_Your task_
Print only the closing part of the entries. It starts at the line containing "Parse the map" and includes the final line, exactly as written.

_Source material_
_____
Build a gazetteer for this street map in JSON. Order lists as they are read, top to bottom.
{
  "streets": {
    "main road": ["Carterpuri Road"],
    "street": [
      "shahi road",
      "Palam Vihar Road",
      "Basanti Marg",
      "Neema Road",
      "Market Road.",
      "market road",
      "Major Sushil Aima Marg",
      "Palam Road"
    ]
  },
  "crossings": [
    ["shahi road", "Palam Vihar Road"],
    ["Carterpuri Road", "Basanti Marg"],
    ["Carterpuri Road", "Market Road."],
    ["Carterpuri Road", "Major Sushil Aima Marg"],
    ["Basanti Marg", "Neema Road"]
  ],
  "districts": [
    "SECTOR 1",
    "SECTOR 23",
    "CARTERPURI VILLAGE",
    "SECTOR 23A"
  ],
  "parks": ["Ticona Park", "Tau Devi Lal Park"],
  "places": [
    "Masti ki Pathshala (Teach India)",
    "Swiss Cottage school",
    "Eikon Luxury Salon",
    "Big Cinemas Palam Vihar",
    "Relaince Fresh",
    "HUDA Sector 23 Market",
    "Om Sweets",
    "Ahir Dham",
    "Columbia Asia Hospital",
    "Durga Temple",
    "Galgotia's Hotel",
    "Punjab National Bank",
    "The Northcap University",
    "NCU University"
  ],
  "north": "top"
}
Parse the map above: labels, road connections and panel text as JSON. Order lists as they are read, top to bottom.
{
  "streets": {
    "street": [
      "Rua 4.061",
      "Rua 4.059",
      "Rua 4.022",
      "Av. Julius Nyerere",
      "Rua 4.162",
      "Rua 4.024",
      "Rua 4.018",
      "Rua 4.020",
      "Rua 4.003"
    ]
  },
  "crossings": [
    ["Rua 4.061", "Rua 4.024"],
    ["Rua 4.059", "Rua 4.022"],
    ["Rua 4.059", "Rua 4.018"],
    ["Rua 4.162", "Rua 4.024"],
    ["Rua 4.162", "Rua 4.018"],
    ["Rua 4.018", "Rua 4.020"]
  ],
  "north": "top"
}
_____
_Answer section_
Parse the map above: labels, road connections and panel text as JSON. Order lists as they are read, top to bottom.
{
  "streets": {
    "street": [
      "Rua 4.061",
      "Rua 4.059",
      "Rua 4.022",
      "Av. Julius Nyerere",
      "Rua 4.162",
      "Rua 4.024",
      "Rua 4.018",
      "Rua 4.020",
      "Rua 4.003"
    ]
  },
  "crossings": [
    ["Rua 4.061", "Rua 4.024"],
    ["Rua 4.059", "Rua 4.022"],
    ["Rua 4.059", "Rua 4.018"],
    ["Rua 4.162", "Rua 4.024"],
    ["Rua 4.162", "Rua 4.018"],
    ["Rua 4.018", "Rua 4.020"]
  ],
  "north": "top"
}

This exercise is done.